Admission is free.
Staged at The Playhouse in Freedom Park, on Cardinal Avenue between Second and Third Streets, the program will feature impersonations of people who were first in their fields and other categories in a Kentucky Black History on Parade.
Area students will personify Kentucky Sen. Georgia Davis Powers, Pulitzer Prize winning photographer Moneta Sleet, Brown-Forman chemist Elmer Lucille Allen, civic leader Mae Street Kidd, opera star Todd Duncan, Girl Scout leader Murray Atkins Walls, Mammoth Cave explorer Stephen Bishop, Appalachian poet Effie Waller Smith and Mother of the Year Emma C. Clement, among others.
The African American Theatre Program (AATP) in the Theatre Arts Department and the Office of Business Affairs sponsor the program.
I encourage parents to bring their children to learn this positive history of how these pioneers endured hardships to help others, said Deana Thomas, director of the AATP program. Just as King served as a great example of giving, these heroes make us proud of their service and our heritage.

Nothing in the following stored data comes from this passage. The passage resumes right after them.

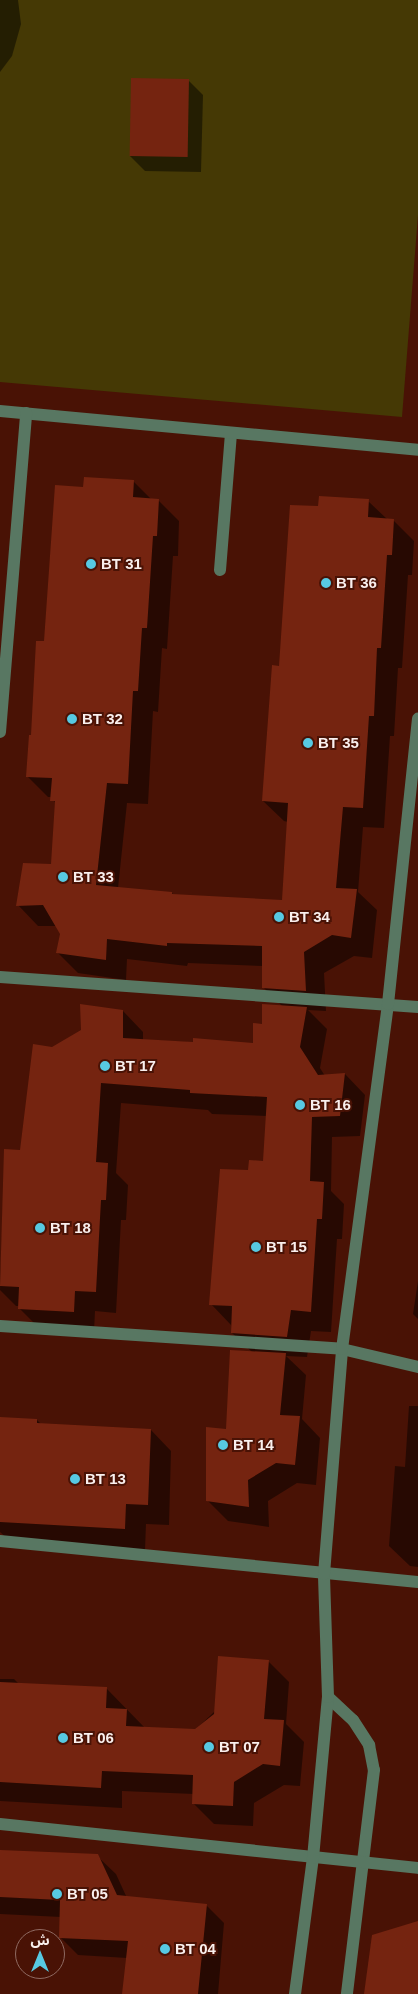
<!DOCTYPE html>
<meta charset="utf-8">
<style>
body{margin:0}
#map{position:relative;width:418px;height:1994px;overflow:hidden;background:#491205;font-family:Arial,"Noto Sans Arabic",sans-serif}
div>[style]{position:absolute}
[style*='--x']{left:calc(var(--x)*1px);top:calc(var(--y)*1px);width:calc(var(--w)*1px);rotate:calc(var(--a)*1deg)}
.green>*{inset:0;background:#453905}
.shadow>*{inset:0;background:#0007}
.building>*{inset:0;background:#752410;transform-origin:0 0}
.service>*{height:12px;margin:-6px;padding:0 6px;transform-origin:6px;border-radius:6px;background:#587762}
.minor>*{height:12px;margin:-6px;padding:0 6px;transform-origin:6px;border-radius:6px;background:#587762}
.dots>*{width:14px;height:14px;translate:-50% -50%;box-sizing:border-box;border:2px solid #491205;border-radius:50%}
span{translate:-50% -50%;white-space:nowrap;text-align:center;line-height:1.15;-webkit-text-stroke:4px #491205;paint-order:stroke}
.poi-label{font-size:15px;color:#f9efed;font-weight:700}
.left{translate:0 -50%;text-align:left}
.north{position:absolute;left:15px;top:1929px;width:50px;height:50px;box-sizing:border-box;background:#491205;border:1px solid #8f6a62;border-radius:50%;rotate:0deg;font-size:14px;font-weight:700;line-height:20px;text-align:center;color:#f9efed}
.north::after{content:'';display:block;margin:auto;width:18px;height:22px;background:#57c9e2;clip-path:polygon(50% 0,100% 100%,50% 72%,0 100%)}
</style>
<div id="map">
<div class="green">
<i style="clip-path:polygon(0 0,418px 0,418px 215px,402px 417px,0 382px)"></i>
</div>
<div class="shadow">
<i style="clip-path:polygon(0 0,18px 0,21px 24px,12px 56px,0 72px)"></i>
<i style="clip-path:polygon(189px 81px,203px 95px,201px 172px,145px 171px,130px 156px)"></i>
<i style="clip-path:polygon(133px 481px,152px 500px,159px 501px,179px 521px,178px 556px,173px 556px,167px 649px,162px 648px,158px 712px,153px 711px,148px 804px,127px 803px,118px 888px,172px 893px,174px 896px,284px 902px,288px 822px,284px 821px,263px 801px,280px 667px,320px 508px,368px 501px,387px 519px,393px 520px,414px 541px,412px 575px,408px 575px,402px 668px,398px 668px,394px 736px,390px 736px,384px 828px,363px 827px,358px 892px,377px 910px,372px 958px,354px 956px,324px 973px,326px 1011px,308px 1010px,327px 1029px,320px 1068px,325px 1076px,345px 1074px,365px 1095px,360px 1136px,332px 1137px,331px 1191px,344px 1204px,342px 1239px,337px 1239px,331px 1332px,311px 1331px,307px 1357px,286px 1356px,306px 1375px,302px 1419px,320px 1438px,316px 1485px,297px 1483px,268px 1501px,269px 1527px,228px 1521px,208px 1501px,252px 1352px,232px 1333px,231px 1325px,211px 1304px,249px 1172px,264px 1162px,267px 1116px,212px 1114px,208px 1110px,121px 1103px,116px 1173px,128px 1185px,126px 1220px,121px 1220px,116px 1313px,95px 1311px,94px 1332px,40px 1329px,20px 1309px,20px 1306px,16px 1306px,0 1290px,5px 1151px,21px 1152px,53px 1048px,123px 1011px,143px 1032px,143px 1040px,254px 1045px,263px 1025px,283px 1007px,263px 987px,263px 966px,188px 963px,187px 966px,127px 959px,126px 980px,78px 973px,57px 952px,61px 934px,56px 926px,38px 926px,18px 905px,52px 865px,56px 804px,52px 797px,48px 797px,27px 776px,45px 643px,84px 489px)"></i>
<i style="clip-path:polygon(418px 1281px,418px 1319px,413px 1314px)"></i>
<i style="clip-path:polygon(409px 1406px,418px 1406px,418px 1567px,410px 1566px,389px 1546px,395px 1466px,405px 1467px)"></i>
<i style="clip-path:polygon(37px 1420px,42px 1425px,151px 1430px,171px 1451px,169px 1525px,146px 1524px,145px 1550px,10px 1541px,0 1532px,0 1445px)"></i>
<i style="clip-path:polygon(268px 1661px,289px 1682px,286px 1724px,304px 1742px,300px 1786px,284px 1785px,254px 1803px,253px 1826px,214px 1824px,193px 1803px,194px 1794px,122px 1791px,122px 1808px,0 1801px,0 1679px,14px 1679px,19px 1684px,107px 1689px,145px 1728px,195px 1730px)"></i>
<i style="clip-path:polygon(0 1851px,97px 1856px,116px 1874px,127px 1898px,206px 1905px,224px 1923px,218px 1994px,123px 1994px,127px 1958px,78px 1955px,60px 1937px,61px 1917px,0 1914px)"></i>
</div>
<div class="building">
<i style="left:131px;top:78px;width:58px;height:78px;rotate:1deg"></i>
<i style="clip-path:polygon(84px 477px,134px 480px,133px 497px,159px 499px,157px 536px,153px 536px,147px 628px,142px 628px,138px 691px,133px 691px,128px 784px,107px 783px,96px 885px,172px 892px,172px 894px,282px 900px,288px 803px,262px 801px,272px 665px,279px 666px,290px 505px,318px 506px,319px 496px,369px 499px,368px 517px,394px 519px,392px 555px,387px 555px,381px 648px,377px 648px,374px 716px,369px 716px,363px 808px,343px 807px,336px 888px,357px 889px,351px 938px,332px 935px,304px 952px,306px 991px,262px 988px,262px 946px,167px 943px,167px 946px,107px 939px,106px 960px,56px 953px,60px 934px,43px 905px,16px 906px,23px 863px,51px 864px,55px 801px,50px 801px,52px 778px,26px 777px,29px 735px,31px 735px,36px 641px,44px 641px,55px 485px,83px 487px)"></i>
<i style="clip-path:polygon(80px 1004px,123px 1010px,123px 1038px,193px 1042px,193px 1038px,253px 1043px,253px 1023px,262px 1024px,262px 1004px,307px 1007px,300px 1047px,318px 1075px,345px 1073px,340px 1116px,312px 1117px,310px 1181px,324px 1182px,322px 1219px,317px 1219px,311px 1312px,291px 1310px,287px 1337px,231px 1333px,232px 1306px,209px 1305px,220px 1169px,248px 1170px,249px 1160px,263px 1161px,267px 1097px,190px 1093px,190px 1090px,101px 1083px,96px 1162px,108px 1163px,106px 1200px,101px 1200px,96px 1292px,75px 1291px,74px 1312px,18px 1309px,19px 1287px,0 1286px,4px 1149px,20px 1150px,33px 1044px,52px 1047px,81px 1030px)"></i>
<i style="clip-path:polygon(230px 1350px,286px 1353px,280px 1415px,300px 1416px,295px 1465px,276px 1463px,248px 1480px,249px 1507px,206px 1501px,206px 1427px,226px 1429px)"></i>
<i style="clip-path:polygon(0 1417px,37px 1419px,37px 1423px,151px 1429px,148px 1505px,126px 1504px,125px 1529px,0 1522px)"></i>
<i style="clip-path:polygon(218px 1656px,269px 1660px,264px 1719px,284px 1720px,280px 1766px,263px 1764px,234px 1782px,233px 1806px,192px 1804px,193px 1775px,102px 1771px,101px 1788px,0 1782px,0 1682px,107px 1687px,106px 1708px,127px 1709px,126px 1726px,195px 1729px,214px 1714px)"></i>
<i style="clip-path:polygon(0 1850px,98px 1854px,117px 1895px,207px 1904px,198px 1994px,122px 1994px,128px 1941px,59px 1938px,60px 1900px,0 1897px)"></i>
<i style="clip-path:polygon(418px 1921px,418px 1994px,364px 1994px,372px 1935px)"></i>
</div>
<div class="service">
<i style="--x:220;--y:570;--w:137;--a:-85.4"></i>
<i style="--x:0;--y:1326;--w:343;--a:3.8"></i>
<i style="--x:342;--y:1349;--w:78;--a:13.3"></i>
</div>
<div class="minor">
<i style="--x:0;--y:411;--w:420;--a:5.3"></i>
<i style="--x:0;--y:732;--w:320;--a:-85.3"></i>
<i style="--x:0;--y:977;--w:419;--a:4.1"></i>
<i style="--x:0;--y:1541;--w:420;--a:5.6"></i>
<i style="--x:328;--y:1697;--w:34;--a:43"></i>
<i style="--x:353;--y:1720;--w:30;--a:57"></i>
<i style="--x:369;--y:1745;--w:25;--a:79"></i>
<i style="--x:374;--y:1770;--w:226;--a:96.9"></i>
<i style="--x:0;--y:1824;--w:420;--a:6"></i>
<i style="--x:295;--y:1994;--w:137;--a:-82.5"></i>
<i style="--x:313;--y:1858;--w:162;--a:-84.7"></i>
<i style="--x:328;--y:1697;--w:123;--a:-91.9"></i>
<i style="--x:324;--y:1574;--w:226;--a:-85.4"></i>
<i style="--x:342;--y:1349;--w:348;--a:-82.4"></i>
<i style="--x:388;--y:1004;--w:287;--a:-84"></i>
</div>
<div class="dots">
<i style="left:91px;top:564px;background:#57c9e2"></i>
<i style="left:326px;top:583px;background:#57c9e2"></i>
<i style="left:72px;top:719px;background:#57c9e2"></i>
<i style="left:308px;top:743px;background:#57c9e2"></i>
<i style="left:63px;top:877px;background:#57c9e2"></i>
<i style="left:279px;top:917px;background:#57c9e2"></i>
<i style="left:105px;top:1066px;background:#57c9e2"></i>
<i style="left:300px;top:1105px;background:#57c9e2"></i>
<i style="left:40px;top:1228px;background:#57c9e2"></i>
<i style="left:256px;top:1247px;background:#57c9e2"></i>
<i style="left:223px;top:1445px;background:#57c9e2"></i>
<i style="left:75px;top:1479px;background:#57c9e2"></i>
<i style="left:63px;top:1738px;background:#57c9e2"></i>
<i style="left:209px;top:1747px;background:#57c9e2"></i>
<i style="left:57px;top:1894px;background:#57c9e2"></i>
<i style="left:165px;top:1949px;background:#57c9e2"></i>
</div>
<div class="poi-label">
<span class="left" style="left:101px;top:564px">BT 31</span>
<span class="left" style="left:336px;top:583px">BT 36</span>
<span class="left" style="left:82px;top:719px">BT 32</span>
<span class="left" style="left:318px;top:743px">BT 35</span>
<span class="left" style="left:73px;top:877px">BT 33</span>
<span class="left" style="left:289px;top:917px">BT 34</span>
<span class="left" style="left:115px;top:1066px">BT 17</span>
<span class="left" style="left:310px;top:1105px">BT 16</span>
<span class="left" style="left:50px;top:1228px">BT 18</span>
<span class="left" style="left:266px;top:1247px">BT 15</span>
<span class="left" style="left:233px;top:1445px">BT 14</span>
<span class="left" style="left:85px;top:1479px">BT 13</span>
<span class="left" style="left:73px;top:1738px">BT 06</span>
<span class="left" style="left:219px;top:1747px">BT 07</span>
<span class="left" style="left:67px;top:1894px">BT 05</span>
<span class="left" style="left:175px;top:1949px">BT 04</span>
</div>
<div class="north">ش</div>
</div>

Also on the program will be the presentation of the first M.L. King Service Award for individuals who serve others beyond the call of duty. Conferred posthumously to Thomas Smith, who worked many years in UofL’s Physical Plant Department, the award will be given annually.
Thomas said that Smith was always a ready volunteer. Among his actions, he helped make it safe for theater students to reach rehearsals during last year’s ice storm.
Larry Owsley, vice president of Business Affairs, will present a history of Freedom Park and an update on its development. There also will be music with Troy Bell and the SOS singers, dancing and light refreshments.